Adelina Yefimenko, Professorin an der Nationalen M.-V.-Lysenko-Musikakademie Lviv, an der Ukrainischen Freie Universität (UFU), München, und an der Ludwig-Maximilians-Universität München (LMU München) ist Co-Autorin dieses Berichts zusammen mit Professorin Maria Pryshlak, Rektorin der Ukrainischen Freien Universität und dem ukrainischen Musikproduzenten und Cellisten Oleksandr Piriyev.

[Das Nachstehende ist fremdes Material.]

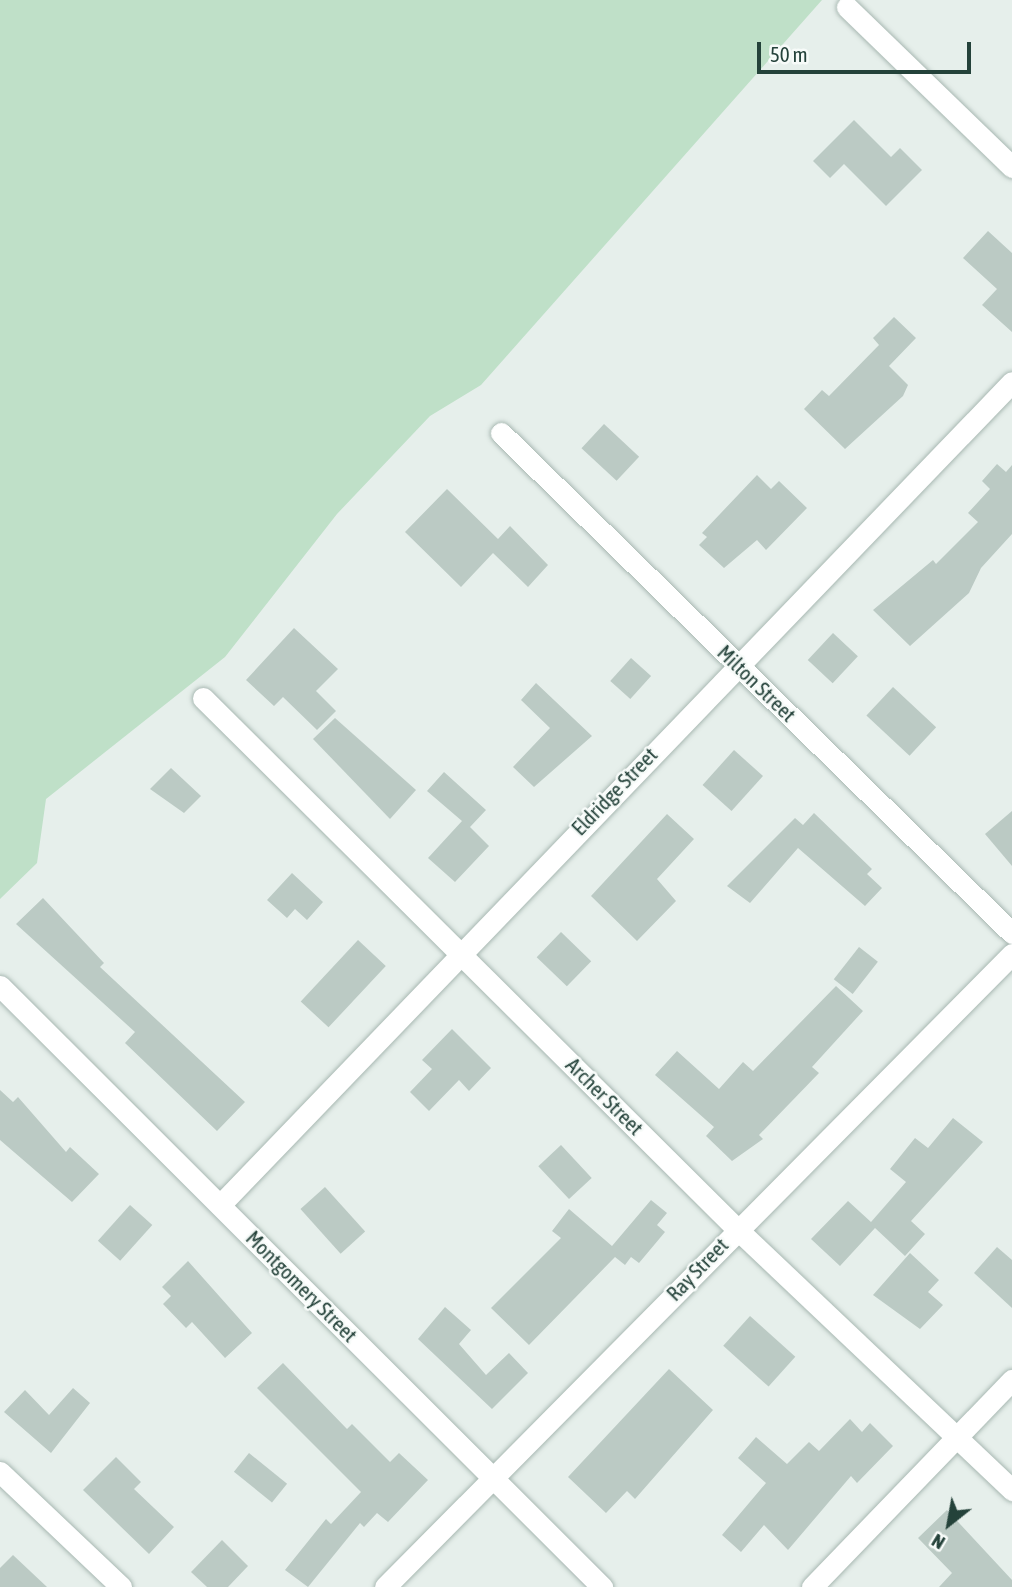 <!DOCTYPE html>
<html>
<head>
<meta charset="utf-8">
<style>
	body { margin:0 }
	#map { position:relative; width:1012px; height:1587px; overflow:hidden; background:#e6efeb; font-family:"Asap Condensed",sans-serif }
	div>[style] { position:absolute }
	.green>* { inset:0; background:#bfe0c8 }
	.building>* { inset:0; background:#bbcac4; transform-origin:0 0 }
	.roads { filter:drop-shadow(0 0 2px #a8b8b2) drop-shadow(0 0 2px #a8b8b2) }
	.minor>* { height:21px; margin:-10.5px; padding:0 10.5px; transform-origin:10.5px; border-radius:10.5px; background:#fff }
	span { translate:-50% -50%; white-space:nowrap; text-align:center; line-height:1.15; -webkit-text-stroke:5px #f7fbf9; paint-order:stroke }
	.street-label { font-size:21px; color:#24423a }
	.north { position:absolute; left:914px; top:1489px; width:70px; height:70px; -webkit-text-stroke:5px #f7fbf9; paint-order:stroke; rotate:211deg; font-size:19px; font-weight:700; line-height:28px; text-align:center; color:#24423a }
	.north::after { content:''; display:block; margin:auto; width:24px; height:32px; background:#24423a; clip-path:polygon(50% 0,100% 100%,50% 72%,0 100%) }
	.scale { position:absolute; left:757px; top:42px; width:214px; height:32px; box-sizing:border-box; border:4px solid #24423a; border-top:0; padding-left:9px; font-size:21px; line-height:24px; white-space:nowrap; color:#24423a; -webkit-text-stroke:5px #f7fbf9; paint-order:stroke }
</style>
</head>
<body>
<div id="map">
	<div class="green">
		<div style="clip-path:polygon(0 0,822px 0,481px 385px,430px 416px,337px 514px,225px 657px,46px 799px,37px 863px,0 899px)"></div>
	</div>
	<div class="building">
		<div style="clip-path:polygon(854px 120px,891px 157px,900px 148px,922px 170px,886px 206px,844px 164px,830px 178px,813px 161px)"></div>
		<div style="clip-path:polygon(988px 231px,1012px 253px,1012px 332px,982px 305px,997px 289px,963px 258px)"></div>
		<div style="clip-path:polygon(894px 317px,916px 338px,889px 366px,908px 385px,903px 396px,845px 449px,804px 409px,822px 390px,829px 396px,879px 345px,873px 338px)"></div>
		<div style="left:604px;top:424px;width:48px;height:33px;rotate:43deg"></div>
		<div style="clip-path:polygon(997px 464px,1006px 472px,1012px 465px,1012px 534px,981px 568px,969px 593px,910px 646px,873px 610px,933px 560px,936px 564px,978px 522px,968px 513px,990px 489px,982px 481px)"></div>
		<div style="clip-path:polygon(757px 475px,771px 489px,779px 481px,807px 508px,766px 550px,757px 540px,724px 568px,699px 545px,707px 537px,702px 533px)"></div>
		<div style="clip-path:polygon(447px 489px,498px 539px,510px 526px,548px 565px,528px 587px,493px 553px,461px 587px,405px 532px)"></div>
		<div style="clip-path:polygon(294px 628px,338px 669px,316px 691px,336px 711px,317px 730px,283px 697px,274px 706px,246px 680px)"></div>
		<div style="left:833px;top:633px;width:34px;height:37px;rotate:43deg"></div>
		<div style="left:631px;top:658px;width:27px;height:31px;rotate:42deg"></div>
		<div style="clip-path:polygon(536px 683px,592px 736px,534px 787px,513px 767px,550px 728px,521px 700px)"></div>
		<div style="left:893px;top:687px;width:59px;height:39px;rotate:43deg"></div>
		<div style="clip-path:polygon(335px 718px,416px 790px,390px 819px,313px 739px)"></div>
		<div style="left:734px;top:750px;width:39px;height:47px;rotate:42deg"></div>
		<div style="clip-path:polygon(171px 768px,201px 796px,184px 813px,150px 789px)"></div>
		<div style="clip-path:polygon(444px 772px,486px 810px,470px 827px,489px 846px,455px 882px,428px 858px,462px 821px,427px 791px)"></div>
		<div style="clip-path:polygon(1012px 811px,1012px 866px,985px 834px)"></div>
		<div style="clip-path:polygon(814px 813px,872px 869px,867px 874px,882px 888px,865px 906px,798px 848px,750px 903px,727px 886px,795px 818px,803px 825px)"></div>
		<div style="clip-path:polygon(667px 814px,694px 839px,657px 879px,676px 901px,637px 941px,591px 896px)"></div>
		<div style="clip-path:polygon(292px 873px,323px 902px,307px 920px,295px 909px,287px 918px,267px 900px)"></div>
		<div style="clip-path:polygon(43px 898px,104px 963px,100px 967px,245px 1102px,217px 1131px,125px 1043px,135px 1032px,16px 924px)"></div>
		<div style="left:561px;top:932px;width:42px;height:35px;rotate:44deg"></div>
		<div style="left:358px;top:940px;width:38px;height:84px;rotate:43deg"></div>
		<div style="left:859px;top:947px;width:24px;height:41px;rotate:38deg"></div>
		<div style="clip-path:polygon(836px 986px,863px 1011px,812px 1067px,819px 1073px,759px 1135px,763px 1139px,732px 1161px,706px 1136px,714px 1127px,655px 1075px,677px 1051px,719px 1089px,743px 1062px,753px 1071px)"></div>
		<div style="clip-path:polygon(452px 1029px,491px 1068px,469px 1091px,459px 1080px,429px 1111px,410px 1092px,432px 1069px,422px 1060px)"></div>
		<div style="clip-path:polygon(0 1090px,13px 1102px,18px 1097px,66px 1152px,70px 1147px,99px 1174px,72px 1202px,0 1140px)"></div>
		<div style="clip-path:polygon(953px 1118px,983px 1142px,911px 1221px,925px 1234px,905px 1256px,875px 1228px,840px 1266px,811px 1239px,848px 1201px,871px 1222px,906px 1182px,890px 1169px,915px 1138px,928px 1148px)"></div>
		<div style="left:561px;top:1145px;width:45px;height:31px;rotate:47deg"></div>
		<div style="left:325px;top:1187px;width:60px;height:33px;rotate:48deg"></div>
		<div style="clip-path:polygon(651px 1200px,667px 1213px,657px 1225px,665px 1232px,639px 1263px,631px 1257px,625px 1265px,615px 1257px,529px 1345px,491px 1308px,561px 1238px,552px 1231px,569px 1209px,612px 1246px)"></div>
		<div style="left:130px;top:1205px;width:30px;height:48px;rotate:42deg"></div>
		<div style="clip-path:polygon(997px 1247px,1012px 1260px,1012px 1308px,974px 1273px)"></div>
		<div style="clip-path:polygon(910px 1253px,939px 1280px,928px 1292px,943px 1305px,920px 1329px,873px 1295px)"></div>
		<div style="clip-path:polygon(188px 1261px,252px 1333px,225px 1358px,192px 1322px,186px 1328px,163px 1304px,171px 1296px,162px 1287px)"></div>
		<div style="clip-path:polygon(445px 1307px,471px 1330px,459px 1344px,486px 1375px,509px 1353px,528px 1373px,492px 1409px,418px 1339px)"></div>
		<div style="left:750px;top:1316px;width:61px;height:40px;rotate:42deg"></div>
		<div style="clip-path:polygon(283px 1363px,347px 1429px,352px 1424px,390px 1462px,399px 1453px,428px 1480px,388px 1522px,377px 1513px,364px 1527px,360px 1523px,308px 1587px,285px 1570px,326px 1519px,331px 1524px,361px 1492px,257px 1388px)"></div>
		<div style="clip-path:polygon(669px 1369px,713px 1410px,635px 1499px,627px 1491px,606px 1513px,568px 1477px)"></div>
		<div style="clip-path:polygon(73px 1388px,90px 1403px,51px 1453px,4px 1412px,25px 1390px,49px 1415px)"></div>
		<div style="clip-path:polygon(850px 1419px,862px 1432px,870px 1423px,893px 1446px,857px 1483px,851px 1476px,788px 1550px,764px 1525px,741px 1552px,722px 1535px,766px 1483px,738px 1458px,756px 1437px,787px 1464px,809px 1442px,819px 1451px)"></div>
		<div style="left:249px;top:1453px;width:49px;height:24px;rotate:39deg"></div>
		<div style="clip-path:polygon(116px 1457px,141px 1482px,134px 1489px,174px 1527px,149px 1554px,83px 1490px)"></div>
		<div style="clip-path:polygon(947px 1510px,1012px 1580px,1012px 1587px,939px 1587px,952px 1573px,918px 1538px)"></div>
		<div style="clip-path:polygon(222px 1540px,248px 1566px,228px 1587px,207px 1587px,191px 1572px)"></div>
		<div style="clip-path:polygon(13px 1555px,47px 1587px,0 1587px,0 1568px)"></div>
	</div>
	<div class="roads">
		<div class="minor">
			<div style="left:847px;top:7px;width:230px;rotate:44.1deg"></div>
			<div style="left:501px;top:433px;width:715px;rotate:44.38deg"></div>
			<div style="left:203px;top:698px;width:752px;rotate:44.84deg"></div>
			<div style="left:736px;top:1228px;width:381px;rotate:43.5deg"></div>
			<div style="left:0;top:986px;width:851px;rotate:44.95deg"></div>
			<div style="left:220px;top:1205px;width:1142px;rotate:-46.1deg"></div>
			<div style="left:0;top:1472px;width:167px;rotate:43.5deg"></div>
			<div style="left:385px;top:1587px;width:891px;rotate:-45.27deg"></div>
			<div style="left:812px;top:1587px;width:288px;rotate:-46deg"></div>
		</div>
	</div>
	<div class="street-label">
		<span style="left:757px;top:683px;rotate:44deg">Milton Street</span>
		<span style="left:614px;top:791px;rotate:-46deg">Eldridge Street</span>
		<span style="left:605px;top:1096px;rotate:45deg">Archer Street</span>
		<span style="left:697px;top:1269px;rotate:-46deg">Ray Street</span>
		<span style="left:302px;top:1286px;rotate:45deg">Montgomery Street</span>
	</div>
	<div class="north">N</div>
	<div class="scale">50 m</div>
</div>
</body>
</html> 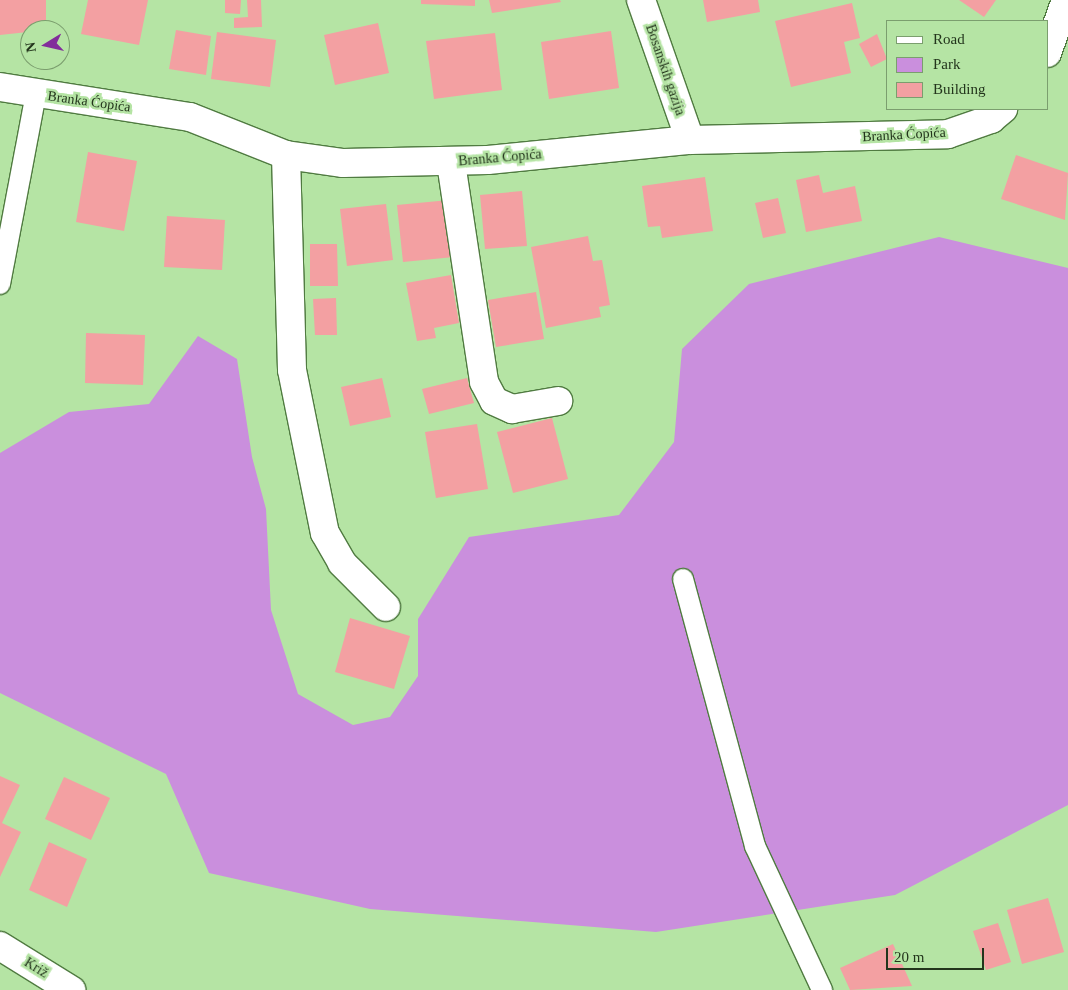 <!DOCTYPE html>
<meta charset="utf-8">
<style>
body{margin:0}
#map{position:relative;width:1068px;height:990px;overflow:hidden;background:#b5e4a4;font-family:"Times New Roman",serif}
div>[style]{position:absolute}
.green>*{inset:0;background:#ca8fdd}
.building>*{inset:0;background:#f3a0a2}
.roads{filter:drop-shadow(1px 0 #507b41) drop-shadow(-1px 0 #507b41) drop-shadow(0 1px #507b41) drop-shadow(0 -1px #507b41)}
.service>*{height:20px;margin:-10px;padding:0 10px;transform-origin:10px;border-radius:10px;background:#fff}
.minor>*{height:28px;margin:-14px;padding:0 14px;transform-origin:14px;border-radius:14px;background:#fff}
span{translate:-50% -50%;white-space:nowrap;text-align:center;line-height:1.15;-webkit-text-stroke:5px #b5e4a4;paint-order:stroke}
.street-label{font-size:14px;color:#23351c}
.legend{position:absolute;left:886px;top:20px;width:162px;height:90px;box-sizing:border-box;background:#b5e4a4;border:1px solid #7b9e6e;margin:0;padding:6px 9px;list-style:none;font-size:15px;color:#23351c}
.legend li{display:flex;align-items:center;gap:10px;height:25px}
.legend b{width:25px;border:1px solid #7b9e6e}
.north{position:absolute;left:20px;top:20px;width:50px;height:50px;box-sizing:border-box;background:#b5e4a4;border:1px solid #7b9e6e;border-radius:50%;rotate:261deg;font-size:14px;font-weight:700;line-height:20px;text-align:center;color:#23351c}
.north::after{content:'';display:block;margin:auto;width:18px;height:22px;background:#822d9b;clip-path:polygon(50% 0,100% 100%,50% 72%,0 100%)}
.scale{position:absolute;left:886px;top:948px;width:98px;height:22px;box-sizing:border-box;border:2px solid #23351c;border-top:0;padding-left:6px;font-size:15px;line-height:18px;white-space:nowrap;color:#23351c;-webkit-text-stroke:4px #b5e4a4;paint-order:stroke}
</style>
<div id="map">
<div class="green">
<div style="clip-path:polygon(939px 237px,1068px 268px,1068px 805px,895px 895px,656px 932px,370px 909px,209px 873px,166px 774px,0 693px,0 453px,69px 412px,149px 404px,198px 336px,237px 359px,252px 457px,266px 509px,271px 610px,298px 694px,353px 725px,390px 717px,418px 676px,418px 619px,469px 537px,619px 515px,674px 442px,682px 349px,749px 284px)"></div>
</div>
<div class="building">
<div style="clip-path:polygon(0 0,46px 0,46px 30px,0 35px)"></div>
<div style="clip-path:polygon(88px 0,148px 0,139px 45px,81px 34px)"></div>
<div style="clip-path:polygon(225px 0,241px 0,240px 14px,225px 13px)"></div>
<div style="clip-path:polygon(247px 0,261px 0,262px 27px,234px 28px,234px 18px,248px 17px)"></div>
<div style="clip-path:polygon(421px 0,475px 0,475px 6px,421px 4px)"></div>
<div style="clip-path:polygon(489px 0,560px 0,561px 2px,492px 13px)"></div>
<div style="clip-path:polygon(703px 0,758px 0,760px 12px,707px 22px)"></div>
<div style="clip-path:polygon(959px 0,996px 0,984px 17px)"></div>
<div style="clip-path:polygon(852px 3px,860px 38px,844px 42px,851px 73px,791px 87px,775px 21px)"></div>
<div style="clip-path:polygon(378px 23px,389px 73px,335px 85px,324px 35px)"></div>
<div style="clip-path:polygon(176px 30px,211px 36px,206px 75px,169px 69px)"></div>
<div style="clip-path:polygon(611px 31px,619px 88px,549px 99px,541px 42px)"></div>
<div style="clip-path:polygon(217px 32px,276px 40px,270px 87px,211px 79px)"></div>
<div style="clip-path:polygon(495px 33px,502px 90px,434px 99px,426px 41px)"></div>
<div style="clip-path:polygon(877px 34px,887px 59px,871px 67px,859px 44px)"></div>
<div style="clip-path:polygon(88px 152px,137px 161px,124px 231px,76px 222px)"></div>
<div style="clip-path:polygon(1016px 155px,1068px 173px,1065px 220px,1001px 199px)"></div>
<div style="clip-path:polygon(819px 175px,823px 193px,855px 186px,862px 221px,806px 232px,796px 180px)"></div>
<div style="clip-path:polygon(705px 177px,713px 231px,662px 238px,660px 226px,648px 227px,642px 186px)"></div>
<div style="clip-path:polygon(522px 191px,527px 246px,485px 249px,480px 195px)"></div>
<div style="clip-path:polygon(778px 198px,786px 233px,763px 238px,755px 203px)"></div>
<div style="clip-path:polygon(449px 200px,454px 257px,403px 262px,397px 205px)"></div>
<div style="clip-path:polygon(386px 204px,393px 260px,347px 266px,340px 209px)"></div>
<div style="clip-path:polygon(167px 216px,225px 220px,222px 270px,164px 267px)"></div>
<div style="clip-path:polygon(588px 236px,593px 261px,602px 260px,610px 305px,599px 307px,601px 317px,546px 328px,531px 247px)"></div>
<div style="clip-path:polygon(310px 244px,337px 244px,338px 286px,310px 286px)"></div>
<div style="clip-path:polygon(451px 275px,459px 323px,434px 328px,436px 338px,417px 341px,406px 283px)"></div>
<div style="clip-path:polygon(536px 292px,544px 339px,496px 347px,488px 300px)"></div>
<div style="clip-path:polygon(336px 298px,337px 335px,315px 335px,313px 299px)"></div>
<div style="clip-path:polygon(86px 333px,145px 335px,143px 385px,85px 383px)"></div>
<div style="clip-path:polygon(382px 378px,391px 417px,350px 426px,341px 387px)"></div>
<div style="clip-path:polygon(467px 378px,474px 403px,429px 414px,422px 389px)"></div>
<div style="clip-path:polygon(552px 418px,568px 479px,513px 493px,497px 432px)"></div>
<div style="clip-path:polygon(477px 424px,488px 489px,436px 498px,425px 432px)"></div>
<div style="clip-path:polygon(350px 618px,410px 636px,394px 689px,335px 672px)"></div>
<div style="clip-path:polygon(0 776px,20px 785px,2px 823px,21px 832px,0 877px)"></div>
<div style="clip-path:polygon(64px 777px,110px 798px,91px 840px,45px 819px)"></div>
<div style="clip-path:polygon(49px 842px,87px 859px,67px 907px,29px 890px)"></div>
<div style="clip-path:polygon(1048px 898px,1064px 952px,1022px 964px,1007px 910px)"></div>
<div style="clip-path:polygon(998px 923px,1011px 962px,986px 970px,973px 931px)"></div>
<div style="clip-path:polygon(893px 944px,912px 986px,850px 990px,840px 968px)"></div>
</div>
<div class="roads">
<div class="service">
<div style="left:0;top:284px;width:193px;rotate:-79.3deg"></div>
<div style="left:683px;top:579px;width:277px;rotate:74.9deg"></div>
<div style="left:755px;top:846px;width:159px;rotate:65deg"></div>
</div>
<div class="minor">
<div style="left:641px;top:0;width:148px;rotate:70.7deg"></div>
<div style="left:1047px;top:53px;width:56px;rotate:-70.3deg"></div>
<div style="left:0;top:87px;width:192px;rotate:9deg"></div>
<div style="left:190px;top:117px;width:103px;rotate:21.6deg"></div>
<div style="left:286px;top:155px;width:58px;rotate:8deg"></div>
<div style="left:343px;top:163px;width:145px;rotate:-1.2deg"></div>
<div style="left:488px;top:160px;width:203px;rotate:-5.7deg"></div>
<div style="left:690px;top:140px;width:258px;rotate:-1.3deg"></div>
<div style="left:948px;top:134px;width:46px;rotate:-19.2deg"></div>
<div style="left:991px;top:119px;width:16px;rotate:-40deg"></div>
<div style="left:286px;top:155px;width:215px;rotate:88.4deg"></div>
<div style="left:292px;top:370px;width:166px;rotate:78.6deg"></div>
<div style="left:325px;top:533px;width:34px;rotate:60deg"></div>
<div style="left:342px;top:563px;width:62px;rotate:45deg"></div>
<div style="left:451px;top:163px;width:221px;rotate:81.4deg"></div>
<div style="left:484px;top:382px;width:21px;rotate:62deg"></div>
<div style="left:494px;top:401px;width:20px;rotate:24deg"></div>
<div style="left:512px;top:409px;width:47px;rotate:-9.9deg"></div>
<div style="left:0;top:946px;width:84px;rotate:31.8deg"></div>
</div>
</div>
<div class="street-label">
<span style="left:665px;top:70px;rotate:71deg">Bosanskih gazija</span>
<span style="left:89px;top:102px;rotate:8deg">Branka Ćopića</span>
<span style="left:904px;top:135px;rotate:-3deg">Branka Ćopića</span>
<span style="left:500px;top:158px;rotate:-5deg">Branka Ćopića</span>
<span style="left:36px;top:968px;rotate:32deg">Križ</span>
</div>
<ul class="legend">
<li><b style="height:6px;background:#fff"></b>Road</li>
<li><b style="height:14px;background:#ca8fdd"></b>Park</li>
<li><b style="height:14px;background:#f3a0a2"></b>Building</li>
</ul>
<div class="north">N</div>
<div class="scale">20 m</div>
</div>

Herkulessaal / UKRAINE IM HERZEN © Denys Dolzhenko
Herkulessaal / UKRAINE IM HERZEN © Denys Dolzhenko

Das von der Ukrainischen Freien Universität in Zusammenarbeit mit der Konzertagentur UKR Artists veranstaltete Konzert stand unter Schirmherrschaft des Oberbürgermeisters der Landeshauptstadt München Dieter Reiter. Diese seit 1945 in München ansässige, weltweit einzige ukrainische Exiluniversität lud hierfür Künstlerinnen und Künstler aus Münchens Partnerstadt Kyjiw sowie Lwiw und Mariupol in den Herkulessaal ein. Grußworte sprachen Prof. Maria Pryshlak, Rektorin der Ukrainischen Freien Universität, Vitaliy Klitschko, Bürgermeister von Kiew und Münchens Oberbürgermeister Dieter Reiter u.a. Zu dem Benefizkonzert kam als Gast Wasyl Krjatschok – Direktor, künstlerischer Leiter und Chefdirigent des Kammerorchesters Renaissance der Kammerphilharmonie in der Stadt Mariupol. Er sah das zerbombte Gebäude des Dramatheaters in Mariupol und der Kammerphilharmonie, wo vor dem Krieg alle Konzerte stattfanden. „Für den Juni dieses Jahres hatten wir die 33. Konzertsaison des Orchesters Renaissance geplant, welches vor 33 Jahren gegründet wurde“, – so Wasyl Krjatschok. Er erlebte die schrecklichen Zerstörungen seiner Heimatstadt und mit Tränen in den Augen aber mit der großen Hoffnung über die ukrainische Kultur und Musik der Gegenwahrt und Zukunft sprach. Über 40 Jahre seines künstlerischen Lebens hat er der Kulturstadt Mariupol gewidmet.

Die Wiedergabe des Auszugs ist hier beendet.